Cédric Herrou, défenseur actif de la solidarité humaniste contre les réactions nationalistes
L’histoire de Cédric Herrou est celle d’un agriculteur venant en aide à des personnes en danger près de chez lui conformément à un principe que lui a enseigné sa mère : tous les humains méritent d’être aidé lorsque leur vie est en danger. Au-delà son milieu familial, ce principe humaniste et d’universaliste est conforme au préambule de la Constitution de la IVé République, qui lui-même se réfère à la Déclaration Universelle des Droits de l’Homme et du Citoyen de 1789.

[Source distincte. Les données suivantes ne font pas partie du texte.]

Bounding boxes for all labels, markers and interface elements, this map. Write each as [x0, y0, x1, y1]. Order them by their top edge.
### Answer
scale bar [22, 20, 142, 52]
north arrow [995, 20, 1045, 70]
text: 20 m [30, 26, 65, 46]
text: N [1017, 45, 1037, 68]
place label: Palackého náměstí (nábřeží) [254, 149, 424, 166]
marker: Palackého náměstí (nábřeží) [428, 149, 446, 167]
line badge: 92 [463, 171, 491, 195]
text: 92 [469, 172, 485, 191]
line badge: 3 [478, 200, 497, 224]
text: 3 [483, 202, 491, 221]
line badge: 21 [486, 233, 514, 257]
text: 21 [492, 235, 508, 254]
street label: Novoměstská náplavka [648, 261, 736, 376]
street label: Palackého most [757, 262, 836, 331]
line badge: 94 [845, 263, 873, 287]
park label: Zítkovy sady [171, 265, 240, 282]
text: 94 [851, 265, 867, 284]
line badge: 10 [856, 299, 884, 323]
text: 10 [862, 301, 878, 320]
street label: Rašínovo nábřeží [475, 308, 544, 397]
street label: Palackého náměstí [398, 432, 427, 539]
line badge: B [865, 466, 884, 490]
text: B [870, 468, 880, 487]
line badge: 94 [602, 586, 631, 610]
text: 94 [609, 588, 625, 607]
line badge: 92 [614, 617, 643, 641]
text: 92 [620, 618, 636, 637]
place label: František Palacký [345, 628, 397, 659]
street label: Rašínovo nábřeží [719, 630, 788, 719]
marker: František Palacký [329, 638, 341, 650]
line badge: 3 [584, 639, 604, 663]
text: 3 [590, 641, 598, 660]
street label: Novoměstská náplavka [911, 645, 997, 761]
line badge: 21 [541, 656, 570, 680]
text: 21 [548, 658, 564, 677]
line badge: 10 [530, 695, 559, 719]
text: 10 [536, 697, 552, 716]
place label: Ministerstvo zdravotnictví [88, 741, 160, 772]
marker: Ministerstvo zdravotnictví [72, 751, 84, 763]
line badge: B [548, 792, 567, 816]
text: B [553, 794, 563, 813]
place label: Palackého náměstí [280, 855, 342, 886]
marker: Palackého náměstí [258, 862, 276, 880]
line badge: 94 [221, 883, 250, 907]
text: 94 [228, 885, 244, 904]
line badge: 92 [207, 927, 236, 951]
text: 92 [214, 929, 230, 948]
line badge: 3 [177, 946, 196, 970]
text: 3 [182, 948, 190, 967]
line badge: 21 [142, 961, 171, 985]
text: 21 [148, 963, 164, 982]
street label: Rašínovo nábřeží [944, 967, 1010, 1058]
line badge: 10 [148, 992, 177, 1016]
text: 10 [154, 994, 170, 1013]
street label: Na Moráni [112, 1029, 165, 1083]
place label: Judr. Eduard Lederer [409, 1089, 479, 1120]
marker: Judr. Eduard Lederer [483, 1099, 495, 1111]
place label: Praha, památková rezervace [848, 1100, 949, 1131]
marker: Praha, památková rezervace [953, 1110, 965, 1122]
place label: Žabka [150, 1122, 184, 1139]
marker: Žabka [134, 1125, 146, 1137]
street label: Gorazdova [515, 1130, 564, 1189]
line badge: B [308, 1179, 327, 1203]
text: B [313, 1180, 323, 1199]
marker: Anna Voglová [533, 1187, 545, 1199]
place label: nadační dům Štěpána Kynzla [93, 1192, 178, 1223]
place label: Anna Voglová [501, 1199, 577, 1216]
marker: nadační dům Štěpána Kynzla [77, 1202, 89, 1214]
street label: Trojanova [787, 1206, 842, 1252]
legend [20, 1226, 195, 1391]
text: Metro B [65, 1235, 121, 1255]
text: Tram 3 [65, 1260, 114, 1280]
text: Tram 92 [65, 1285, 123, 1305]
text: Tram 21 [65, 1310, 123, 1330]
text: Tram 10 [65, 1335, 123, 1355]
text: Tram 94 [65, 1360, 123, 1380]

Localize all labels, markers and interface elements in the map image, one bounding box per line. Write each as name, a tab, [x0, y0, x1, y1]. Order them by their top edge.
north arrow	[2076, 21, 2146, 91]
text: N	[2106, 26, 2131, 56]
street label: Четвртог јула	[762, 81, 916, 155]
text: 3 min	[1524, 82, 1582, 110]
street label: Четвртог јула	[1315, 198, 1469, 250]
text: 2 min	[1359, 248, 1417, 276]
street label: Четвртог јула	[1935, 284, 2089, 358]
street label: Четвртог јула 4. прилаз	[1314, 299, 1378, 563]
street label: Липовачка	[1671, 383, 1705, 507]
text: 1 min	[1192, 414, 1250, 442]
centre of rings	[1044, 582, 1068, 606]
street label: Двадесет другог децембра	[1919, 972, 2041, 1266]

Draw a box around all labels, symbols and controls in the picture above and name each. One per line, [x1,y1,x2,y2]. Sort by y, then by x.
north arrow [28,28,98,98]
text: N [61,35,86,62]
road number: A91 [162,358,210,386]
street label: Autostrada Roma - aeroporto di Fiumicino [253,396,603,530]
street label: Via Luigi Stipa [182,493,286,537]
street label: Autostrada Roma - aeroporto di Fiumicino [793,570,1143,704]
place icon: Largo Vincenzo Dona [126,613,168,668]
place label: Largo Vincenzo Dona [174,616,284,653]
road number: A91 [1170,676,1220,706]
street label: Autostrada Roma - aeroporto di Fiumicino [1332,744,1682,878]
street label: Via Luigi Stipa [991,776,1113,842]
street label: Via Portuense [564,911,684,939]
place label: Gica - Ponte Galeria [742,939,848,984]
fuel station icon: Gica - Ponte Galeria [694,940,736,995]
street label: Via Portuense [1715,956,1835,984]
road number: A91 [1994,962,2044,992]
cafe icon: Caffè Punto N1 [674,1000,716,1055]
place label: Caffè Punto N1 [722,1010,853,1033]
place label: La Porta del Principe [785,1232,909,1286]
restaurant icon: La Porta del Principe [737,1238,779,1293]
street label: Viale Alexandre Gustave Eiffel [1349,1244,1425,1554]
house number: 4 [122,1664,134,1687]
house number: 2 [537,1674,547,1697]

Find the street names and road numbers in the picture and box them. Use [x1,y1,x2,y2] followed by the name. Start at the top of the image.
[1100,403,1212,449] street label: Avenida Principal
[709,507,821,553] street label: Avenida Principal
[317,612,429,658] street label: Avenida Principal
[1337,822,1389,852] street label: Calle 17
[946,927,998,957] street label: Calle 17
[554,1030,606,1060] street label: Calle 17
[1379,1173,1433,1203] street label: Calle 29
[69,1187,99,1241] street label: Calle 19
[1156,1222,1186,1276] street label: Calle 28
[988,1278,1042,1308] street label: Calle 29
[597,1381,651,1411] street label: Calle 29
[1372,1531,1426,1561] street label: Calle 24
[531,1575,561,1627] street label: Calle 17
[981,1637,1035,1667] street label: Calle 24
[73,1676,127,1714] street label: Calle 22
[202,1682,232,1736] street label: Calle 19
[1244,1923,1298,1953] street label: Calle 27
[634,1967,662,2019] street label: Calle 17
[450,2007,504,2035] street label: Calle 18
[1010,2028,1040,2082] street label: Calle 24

« Au lendemain de la victoire remportée par les peuples libres sur les régimes qui ont tenté d’asservir et de dégrader la personne humaine, le peuple français proclame à nouveau que tout être humain, sans distinction de race, de religion ni de croyance, possède des droits inaliénables et sacrés. Il réaffirme solennellement les droits et libertés de l’homme et du citoyen consacrés par la Déclaration des droits de 1789 et les principes fondamentaux reconnus par les lois de la République. » Préambule de la Constitution de la IVé République
Ce texte sera repris dans la constitution de la Vème République, celle qui est en vigueur. De ce fait, la volonté de Cédric Herrou d’aider des personnes démunies à obtenir la reconnaissance de leurs droits est totalement en phase avec notre constitution. C’est d’ailleurs précisément ce qu’a reconnu le conseil constitutionnel en 2018, instituant alors le « principe de fraternité » qui légitime « la liberté d’aider autrui, dans un but humanitaire, sans considération de la régularité de son séjour sur le territoire national ».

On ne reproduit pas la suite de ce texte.